Prävention in Vorarlberg

Imago Hominis (2004); 11(2): 117-124
Günter Diem

Zusammenfassung

Der Arbeitskreis für Vorsorge und Sozialmedizin (aks) organisiert seit 40 Jahren präventivmedizinische Programme in Vorarlberg. Mutter-Kind-Pass und Gesundenuntersuchung wurden aus aks-Initiativen abgeleitet. Im Vordergrund steht der niedergelassene Arzt als Distributor dieser Programme. Ziel der Arbeit des aks ist die Erhöhung der Lebensqualität im Sinne einer Rektangulierung der Gesundheitskurve. Mangelnde Ressourcen und vermehrte Forderung nach Wissenschaftlichkeit (Evidence Based Public Health) werden in Zukunft auch Veränderungen im Gesundheitswesen allgemein und der Präventivmedizin im Speziellen mit sich bringen.

Schlüsselwörter: Arbeitskreis für Vorsorge und Sozialmedizin, Gesundheitsförderung, Prävention, Lebensqualität, Rektangulierung, Gesundenuntersuchung, Evidence Based Public Health

Abstract

The Working Group for Preventive and Social Medicine (aks) in the Federal Province of Vorarlberg has been recognizing programs for Preventive Medicine for the past forty years. The Mother and Child Health Certificate and the Preventive Medicine Examination Program were initiated by the Working Group. The general practitioners work on the front line in distributing these programs. The goal of the Working Group is in increasing the Quality of Life in the sense of getting the health curve to be more rectangular. Less funds and the increasing demands of Evidence Based Public Health will bring great changes in Health Policy, in general, and in Preventive Medicine in particular in the near future.
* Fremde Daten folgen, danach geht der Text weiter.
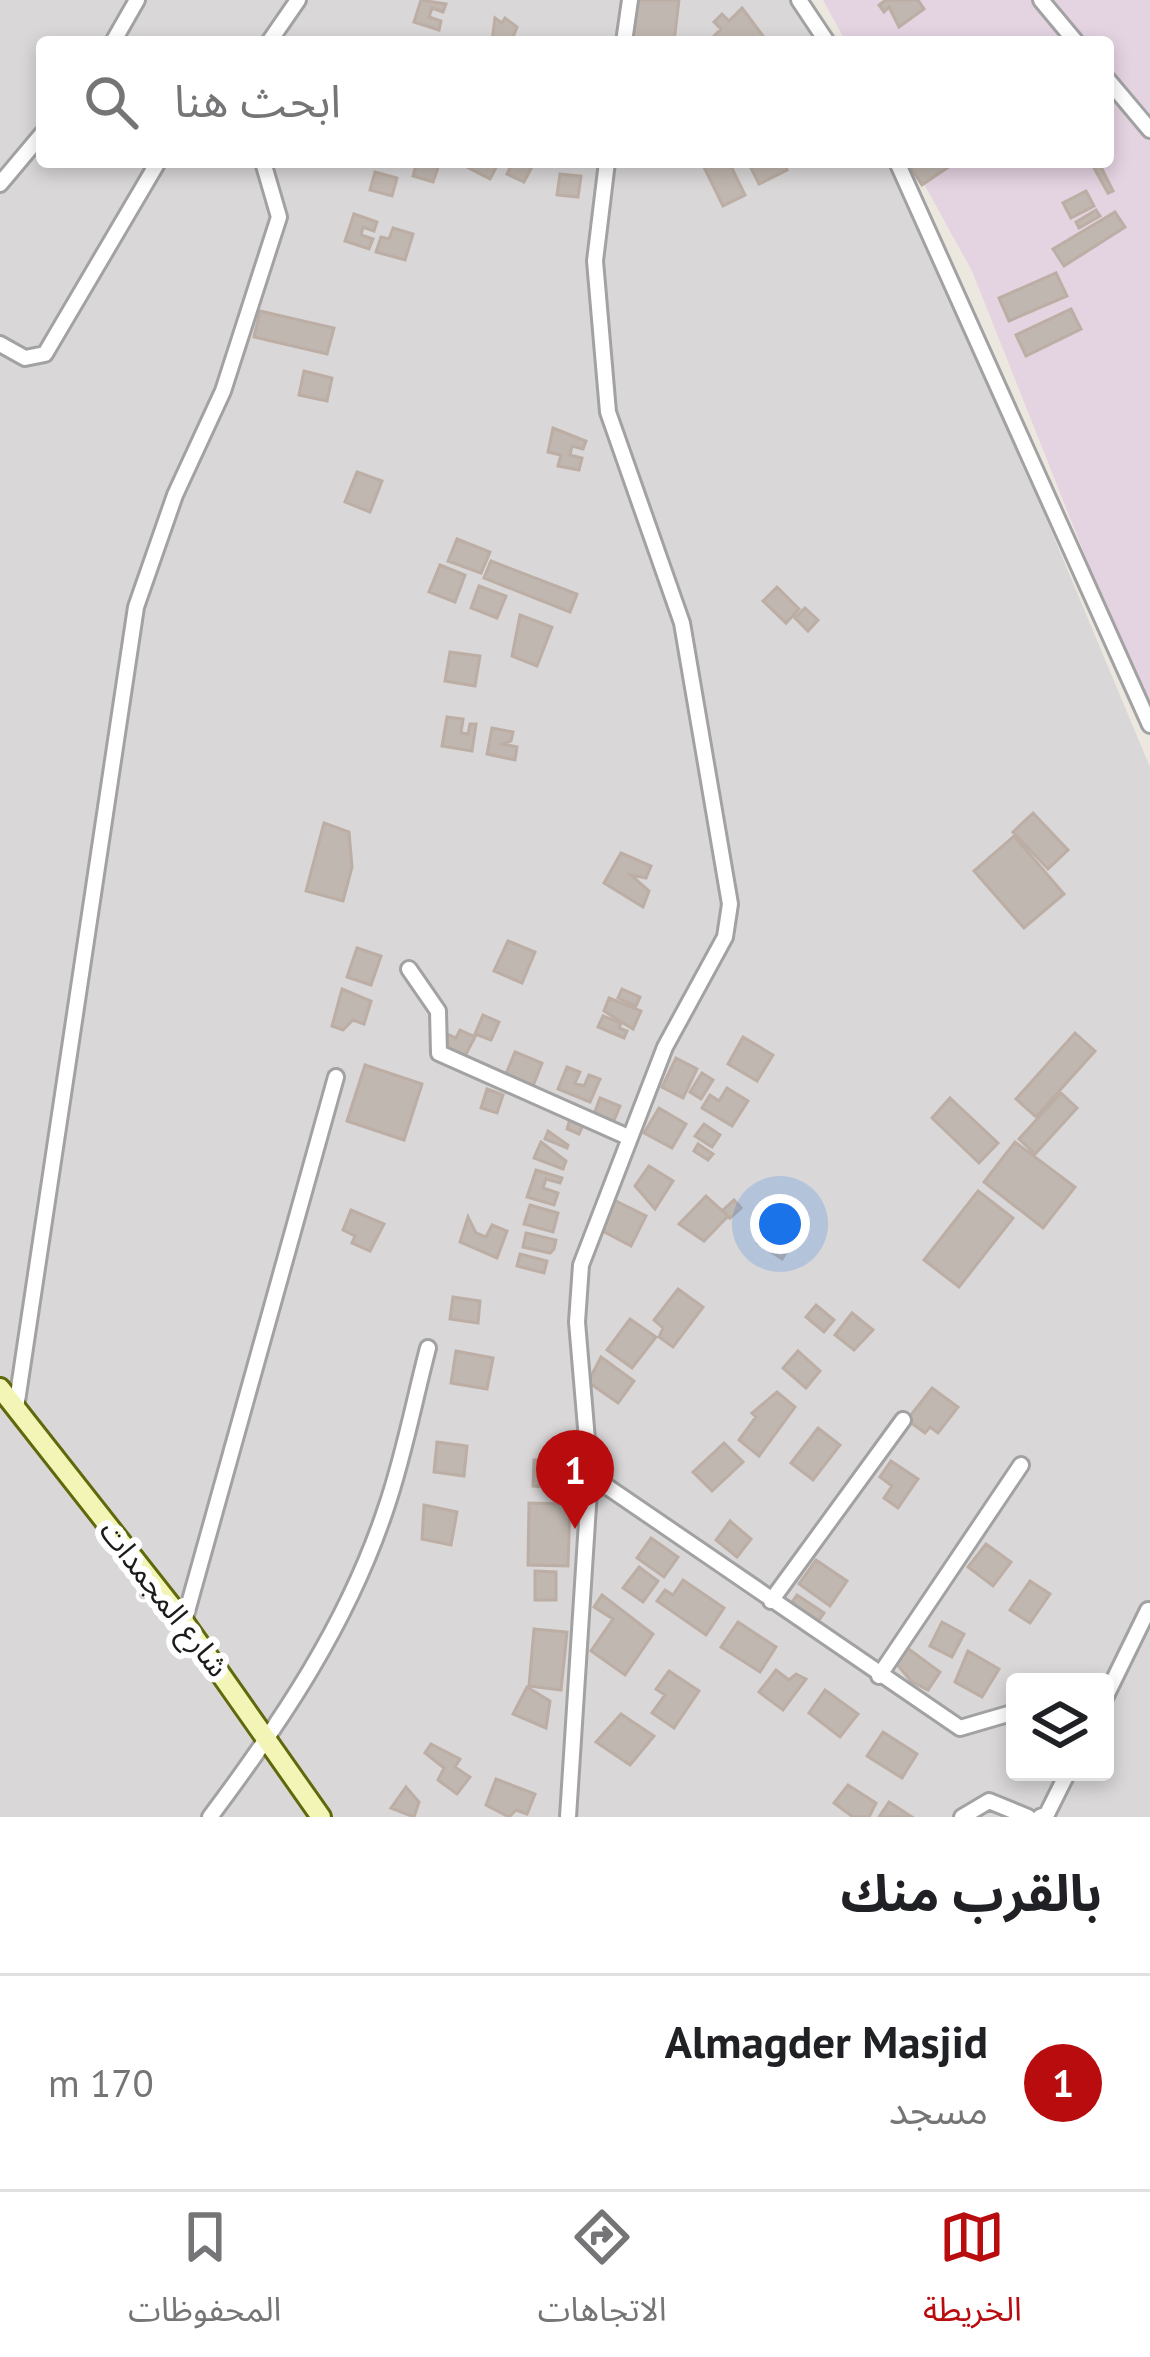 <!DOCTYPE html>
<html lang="ar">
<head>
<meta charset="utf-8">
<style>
  :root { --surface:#fff; --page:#f2f2f2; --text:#202124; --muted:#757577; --line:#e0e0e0; --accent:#b90c0e }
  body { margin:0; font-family:"PT Sans","Noto Sans Arabic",sans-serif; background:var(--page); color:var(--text); direction:rtl }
  .controls { position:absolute; right:36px; bottom:36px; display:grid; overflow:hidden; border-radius:12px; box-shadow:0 6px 18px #0003 }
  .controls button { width:108px; height:108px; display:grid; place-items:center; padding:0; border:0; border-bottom:3px solid var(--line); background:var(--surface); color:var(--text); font:60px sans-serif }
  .you { position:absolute; left:780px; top:1224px; width:42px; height:42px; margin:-30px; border:9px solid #fff; border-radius:50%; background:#1a73e8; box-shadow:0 0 0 18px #1a73e833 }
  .badge { display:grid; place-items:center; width:78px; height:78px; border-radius:50%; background:var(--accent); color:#fff; font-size:39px; font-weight:700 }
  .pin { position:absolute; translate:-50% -99px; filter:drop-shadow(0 3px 6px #0008) }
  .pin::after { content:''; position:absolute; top:63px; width:42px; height:36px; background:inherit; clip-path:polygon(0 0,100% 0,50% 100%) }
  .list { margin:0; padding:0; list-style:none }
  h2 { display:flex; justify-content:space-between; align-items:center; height:156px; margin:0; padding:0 48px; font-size:51px }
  h2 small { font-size:39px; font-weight:400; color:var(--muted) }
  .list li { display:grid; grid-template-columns:78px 1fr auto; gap:36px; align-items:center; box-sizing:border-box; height:216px; padding:0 48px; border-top:3px solid var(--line) }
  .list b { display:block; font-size:45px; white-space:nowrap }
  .list p { margin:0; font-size:39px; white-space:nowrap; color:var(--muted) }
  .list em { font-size:39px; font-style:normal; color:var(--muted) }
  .icon { flex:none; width:66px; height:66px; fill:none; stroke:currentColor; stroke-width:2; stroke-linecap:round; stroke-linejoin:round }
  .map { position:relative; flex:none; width:1150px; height:1817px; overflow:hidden; direction:ltr }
  .search { position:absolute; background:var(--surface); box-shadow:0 6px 18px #0003; left:36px; right:36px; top:36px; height:132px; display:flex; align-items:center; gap:30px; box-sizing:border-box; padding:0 42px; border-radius:12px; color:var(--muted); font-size:45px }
  .sheet { height:372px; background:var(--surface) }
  nav { display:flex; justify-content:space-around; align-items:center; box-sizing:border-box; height:168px; border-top:3px solid var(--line); background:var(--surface); font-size:33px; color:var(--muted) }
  nav a { display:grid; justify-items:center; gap:6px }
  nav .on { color:var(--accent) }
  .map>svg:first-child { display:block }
</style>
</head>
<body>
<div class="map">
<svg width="1150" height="1817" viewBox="0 0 1150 1817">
  <rect width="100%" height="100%" fill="#ece8e0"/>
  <path fill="#d9d7d7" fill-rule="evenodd" d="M 0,0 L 799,0 L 827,42 L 42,42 L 42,162 L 897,162 L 1150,767 L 1150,1817 L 0,1817 ZM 1015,1682 L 1105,1682 L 1105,1772 L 1015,1772 Z"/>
  <path fill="#e4d3e1" d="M 823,0 L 1150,0 L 1150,719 L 972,271 L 912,162 L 1108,162 L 1108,42 L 846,42 Z"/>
  <path fill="#c0b7b0" stroke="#bcaea4" stroke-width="3" d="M 421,0 L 446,4 L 443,12 L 432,8 L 429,17 L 441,21 L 439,30 L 414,22 Z
    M 637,0 L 679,0 L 674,42 L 632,42 Z
    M 886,0 L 918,0 L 924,9 L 899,27 L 889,7 L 884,12 L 879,5 Z
    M 742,8 L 763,36 L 758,42 L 753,37 L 720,42 L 714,36 L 721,29 L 714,22 L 722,14 L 729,21 Z
    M 495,18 L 502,23 L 505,18 L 517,27 L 511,42 L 492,41 Z
    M 417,162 L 440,162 L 433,182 L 413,176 Z
    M 469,162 L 499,162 L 490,179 L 467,167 Z
    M 513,162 L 534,163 L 524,182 L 507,174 Z
    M 710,162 L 729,162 L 745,195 L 723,206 L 703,165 Z
    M 748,162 L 784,162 L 787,170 L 759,184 Z
    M 907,162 L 956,162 L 922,185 Z
    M 1100,165 L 1113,191 L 1108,193 L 1094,168 Z
    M 375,172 L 397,178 L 392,196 L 370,190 Z
    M 560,174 L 581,176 L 578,197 L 557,195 Z
    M 1086,191 L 1094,206 L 1071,218 L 1063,203 Z
    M 1096,210 L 1100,216 L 1079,228 L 1076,222 Z
    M 1115,212 L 1125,227 L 1064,266 L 1053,249 Z
    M 354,214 L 377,222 L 374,231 L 363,227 L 361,235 L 373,239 L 369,249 L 345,241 Z
    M 393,228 L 413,234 L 405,260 L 376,252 L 381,237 L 389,239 Z
    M 1056,273 L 1067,296 L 1009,321 L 999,298 Z
    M 1071,309 L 1081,329 L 1026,356 L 1016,335 Z
    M 260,311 L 334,328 L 327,354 L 254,337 Z
    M 304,371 L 332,378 L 327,401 L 299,395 Z
    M 553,428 L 586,441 L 583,449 L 572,446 L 570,455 L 582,458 L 579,470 L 558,466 L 561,455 L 548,452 Z
    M 357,472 L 382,481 L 370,512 L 345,502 Z
    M 457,539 L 490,552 L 481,573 L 448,561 Z
    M 491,561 L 577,594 L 570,612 L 484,578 Z
    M 440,565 L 465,575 L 455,602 L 429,592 Z
    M 479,586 L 506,596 L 497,618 L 471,608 Z
    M 777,587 L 799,609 L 786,623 L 763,601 Z
    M 805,608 L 818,620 L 808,631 L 795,618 Z
    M 520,615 L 552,627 L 537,666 L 512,656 Z
    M 450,652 L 480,656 L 475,686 L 445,681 Z
    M 447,717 L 463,719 L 461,733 L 468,734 L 470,724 L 476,724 L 472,751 L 442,746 Z
    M 492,728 L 513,732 L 511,741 L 503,744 L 517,747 L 515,760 L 487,754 Z
    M 1033,813 L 1068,850 L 1048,869 L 1013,832 Z
    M 324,823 L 349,832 L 352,867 L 343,901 L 306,891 Z
    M 1014,836 L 1064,894 L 1024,928 L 974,871 Z
    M 621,853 L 651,866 L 646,878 L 631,875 L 649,891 L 643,907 L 604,883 Z
    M 508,941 L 535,952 L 522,983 L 494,971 Z
    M 357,948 L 381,956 L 371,985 L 347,977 Z
    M 342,989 L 371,1001 L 364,1024 L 353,1020 L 343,1030 L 332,1026 Z
    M 622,989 L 640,997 L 636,1006 L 618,998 Z
    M 609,998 L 641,1011 L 633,1029 L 604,1011 Z
    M 483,1015 L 499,1022 L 491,1040 L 475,1034 Z
    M 603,1016 L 621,1023 L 619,1028 L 627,1031 L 624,1038 L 598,1027 Z
    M 460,1030 L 475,1037 L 465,1056 L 438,1043 L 444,1033 L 456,1038 Z
    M 1075,1033 L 1095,1051 L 1036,1117 L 1016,1099 Z
    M 743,1037 L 773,1055 L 757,1081 L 728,1064 Z
    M 515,1052 L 542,1063 L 533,1086 L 506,1074 Z
    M 676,1058 L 697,1069 L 683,1098 L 662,1087 Z
    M 365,1065 L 422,1084 L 404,1140 L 347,1121 Z
    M 567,1067 L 580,1072 L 575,1083 L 584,1086 L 589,1075 L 600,1079 L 590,1102 L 558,1089 Z
    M 702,1073 L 713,1080 L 701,1099 L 690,1092 Z
    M 727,1088 L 748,1101 L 732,1126 L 702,1108 L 710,1095 L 719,1101 Z
    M 487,1089 L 503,1095 L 497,1113 L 481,1108 Z
    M 1061,1093 L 1077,1108 L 1035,1154 L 1019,1139 Z
    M 600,1098 L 620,1106 L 612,1125 L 593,1117 Z
    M 950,1098 L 998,1143 L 979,1163 L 932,1118 Z
    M 659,1108 L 686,1124 L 672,1148 L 644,1133 Z
    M 570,1119 L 583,1125 L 579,1134 L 567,1129 Z
    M 704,1124 L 720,1135 L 712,1147 L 695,1136 Z
    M 548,1131 L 568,1145 L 567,1148 L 545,1139 Z
    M 541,1142 L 566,1161 L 563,1169 L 534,1158 Z
    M 1015,1142 L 1075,1187 L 1043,1228 L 984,1182 Z
    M 698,1144 L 713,1154 L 708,1160 L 694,1151 Z
    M 649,1166 L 673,1181 L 655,1209 L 635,1186 Z
    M 536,1170 L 562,1178 L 560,1183 L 546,1179 L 543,1188 L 558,1193 L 554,1205 L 527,1197 Z
    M 978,1191 L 1013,1218 L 959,1287 L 924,1260 Z
    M 706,1196 L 728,1216 L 704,1241 L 679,1224 Z
    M 614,1200 L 646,1216 L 631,1246 L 599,1229 Z
    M 734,1200 L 741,1208 L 730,1218 L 723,1210 Z
    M 530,1205 L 558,1213 L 553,1232 L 524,1224 Z
    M 351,1210 L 384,1224 L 370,1251 L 352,1243 L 355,1236 L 343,1230 Z
    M 468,1217 L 476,1233 L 486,1237 L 492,1225 L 507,1231 L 497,1258 L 460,1242 Z
    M 776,1217 L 799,1233 L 782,1259 L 758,1243 Z
    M 526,1233 L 556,1240 L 554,1249 L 550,1253 L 523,1247 Z
    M 520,1254 L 547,1261 L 544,1273 L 517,1266 Z
    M 678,1289 L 703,1307 L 673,1347 L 659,1337 L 663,1328 L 654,1320 Z
    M 453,1297 L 480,1301 L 478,1323 L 450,1319 Z
    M 816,1305 L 834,1320 L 824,1332 L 806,1317 Z
    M 852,1313 L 873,1330 L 854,1350 L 835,1335 Z
    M 630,1319 L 656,1337 L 632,1368 L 607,1350 Z
    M 456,1351 L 493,1358 L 487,1389 L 451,1383 Z
    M 798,1351 L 820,1371 L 806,1388 L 783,1368 Z
    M 601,1357 L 634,1381 L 618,1403 L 588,1382 Z
    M 932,1388 L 958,1407 L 938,1433 L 930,1427 L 925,1433 L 907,1420 Z
    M 777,1392 L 795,1407 L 759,1456 L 739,1440 L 756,1417 L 752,1413 Z
    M 818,1428 L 840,1445 L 813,1480 L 791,1463 Z
    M 437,1442 L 467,1446 L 464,1476 L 434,1472 Z
    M 724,1443 L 743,1462 L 712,1491 L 693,1472 Z
    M 534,1460 L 547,1460 L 545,1487 L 533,1486 Z
    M 891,1461 L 918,1479 L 898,1508 L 884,1498 L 892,1486 L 880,1477 Z
    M 529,1503 L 570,1504 L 568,1566 L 528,1565 Z
    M 424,1505 L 457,1512 L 451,1545 L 422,1539 Z
    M 730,1521 L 751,1539 L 737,1557 L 716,1540 Z
    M 651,1538 L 678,1557 L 664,1577 L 637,1558 Z
    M 986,1544 L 1011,1562 L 993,1586 L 968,1567 Z
    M 816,1560 L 847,1581 L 830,1606 L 799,1584 Z
    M 639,1567 L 658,1581 L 643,1602 L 623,1588 Z
    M 535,1571 L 556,1572 L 556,1600 L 535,1600 Z
    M 683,1580 L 724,1608 L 706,1635 L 657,1601 L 665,1590 L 673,1595 Z
    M 1030,1581 L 1050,1594 L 1030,1623 L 1010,1610 Z
    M 602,1595 L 653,1634 L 625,1675 L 591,1651 L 613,1619 L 594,1607 Z
    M 797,1595 L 824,1613 L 815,1626 L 788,1608 Z
    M 738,1622 L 776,1647 L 760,1672 L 721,1647 Z
    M 942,1622 L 964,1634 L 952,1657 L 930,1646 Z
    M 534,1629 L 567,1632 L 561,1690 L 529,1686 Z
    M 906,1647 L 940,1672 L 928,1690 L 911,1681 L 896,1663 Z
    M 968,1651 L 999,1669 L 982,1697 L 955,1682 Z
    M 776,1670 L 789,1680 L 796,1674 L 806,1679 L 783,1710 L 759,1692 Z
    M 669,1671 L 699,1691 L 674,1728 L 652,1713 L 665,1695 L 656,1689 Z
    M 527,1687 L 550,1701 L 546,1728 L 513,1714 Z
    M 825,1690 L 858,1714 L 840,1737 L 809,1713 Z
    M 621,1714 L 654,1736 L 630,1765 L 596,1742 Z
    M 883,1732 L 917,1754 L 902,1778 L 867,1756 Z
    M 431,1744 L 460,1759 L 455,1767 L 470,1777 L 457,1794 L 438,1780 L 444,1768 L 425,1753 Z
    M 496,1779 L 535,1794 L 527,1814 L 516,1810 L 509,1817 L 486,1805 Z
    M 848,1785 L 876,1803 L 869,1817 L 853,1817 L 834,1803 Z
    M 406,1787 L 419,1802 L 414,1817 L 391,1808 Z
    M 889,1802 L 912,1817 L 879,1817 Z"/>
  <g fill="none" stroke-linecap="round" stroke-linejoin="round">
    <defs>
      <path id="street" d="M 799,0 L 827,42
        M 1041,0 L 1076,42
        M 113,42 L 137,0
        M 269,42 L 298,0
        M 624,42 L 630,0
        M 1108,80 L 1150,130
        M 897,162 L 1150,725
        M 0,184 L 42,134
        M 0,344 L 25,358 L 45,354 L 158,162
        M 409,969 L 438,1011 L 439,1053 L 628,1137
        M 16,1408 L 136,607 L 175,495 L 223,391 L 279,217 L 263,162
        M 590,1475 L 960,1728 L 1015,1712
        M 771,1601 L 903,1420
        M 184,1622 L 336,1077
        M 879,1676 L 1021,1465
        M 1105,1698 L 1148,1610
        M 210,1817 C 282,1721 348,1623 386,1508 C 404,1456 414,1401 428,1348
        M 568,1817 L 590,1475 L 577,1322 L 581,1265 L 665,1047 L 725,937 L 730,904 L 682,623 L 608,412 L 595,261 L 607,162
        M 962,1817 L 989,1801 L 1028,1817
        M 1040,1817 L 1047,1814 L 1068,1772"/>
      <path id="secondary" d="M 0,1388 L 184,1622 L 321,1817"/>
    </defs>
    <use href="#street" stroke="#a2a2a2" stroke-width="20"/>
    <use href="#secondary" stroke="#5f680b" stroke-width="24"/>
    <use href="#street" stroke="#fff" stroke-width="14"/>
    <use href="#secondary" stroke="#f2f5b5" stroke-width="18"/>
  </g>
  <g text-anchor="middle" stroke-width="12" stroke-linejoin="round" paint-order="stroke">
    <g font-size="30" fill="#1b1b1b" stroke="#fff">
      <text transform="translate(164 1599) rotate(52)" y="10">شارع المجمدات</text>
    </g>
  </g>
</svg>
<div class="controls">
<button><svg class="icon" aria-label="layers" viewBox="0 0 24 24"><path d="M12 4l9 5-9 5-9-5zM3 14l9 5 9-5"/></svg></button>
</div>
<div class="you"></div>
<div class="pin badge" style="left:575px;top:1529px">1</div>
<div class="search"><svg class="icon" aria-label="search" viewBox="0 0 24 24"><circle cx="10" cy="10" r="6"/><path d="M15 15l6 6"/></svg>ابحث هنا</div>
</div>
<section class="sheet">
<h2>بالقرب منك<small></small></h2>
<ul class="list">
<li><span class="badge">1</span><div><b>Almagder Masjid</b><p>مسجد</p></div><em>170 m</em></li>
</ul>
</section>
<nav>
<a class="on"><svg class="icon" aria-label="map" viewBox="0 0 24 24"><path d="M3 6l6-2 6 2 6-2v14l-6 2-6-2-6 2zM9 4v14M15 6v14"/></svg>الخريطة</a>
<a><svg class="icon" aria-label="directions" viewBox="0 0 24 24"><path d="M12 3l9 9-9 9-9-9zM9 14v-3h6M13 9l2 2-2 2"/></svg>الاتجاهات</a>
<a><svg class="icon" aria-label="saved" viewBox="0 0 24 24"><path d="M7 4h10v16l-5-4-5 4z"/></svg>المحفوظات</a>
</nav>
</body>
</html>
Keywords: Working Group for Preventive and Social Medicine, Health Demands, Prevention, Quality of Life, Rectangular Method, Preventive Medical Examinations, Evidence Based Public Health


 

Am Anfang des Arbeitskreises für Vorsorge und Sozialmedizin (aks) standen zwei öffentliche Gesundheitsprobleme: Polio und Tuberkulose. Nicht die gegenwärtig im Vordergrund stehenden nicht übertragbaren Erkrankungen waren Anlass für eine Initiative der frei praktizierenden Ärzte, sondern Infektionskrankheiten. Mitten in den 50er-Jahren des letzten Jahrhunderts war das Land Vorarlberg durch die vergangenen 20 Jahre Vor-, Kriegs- und Nachkriegszeit gegenüber dem reichen Nachbarland Schweiz arg im Rückstand. In dieser Phase des wirtschaftlichen Tiefs wurden alle Ressourcen auf den Wiederaufbau der Wirtschaft und die Behebung der Kriegsschäden fokussiert. Für gesundheitspolitische Fragen hatte niemand Ohren, der Personal- und Ressourcenmangel in der kurativen Medizin machte sich durch überforderte Mediziner und überfordertes Pflegepersonal, durch Mangel an Spitalsbetten, überlastete Hausärzte und Fehlen von diagnostischen Einrichtungen bemerkbar.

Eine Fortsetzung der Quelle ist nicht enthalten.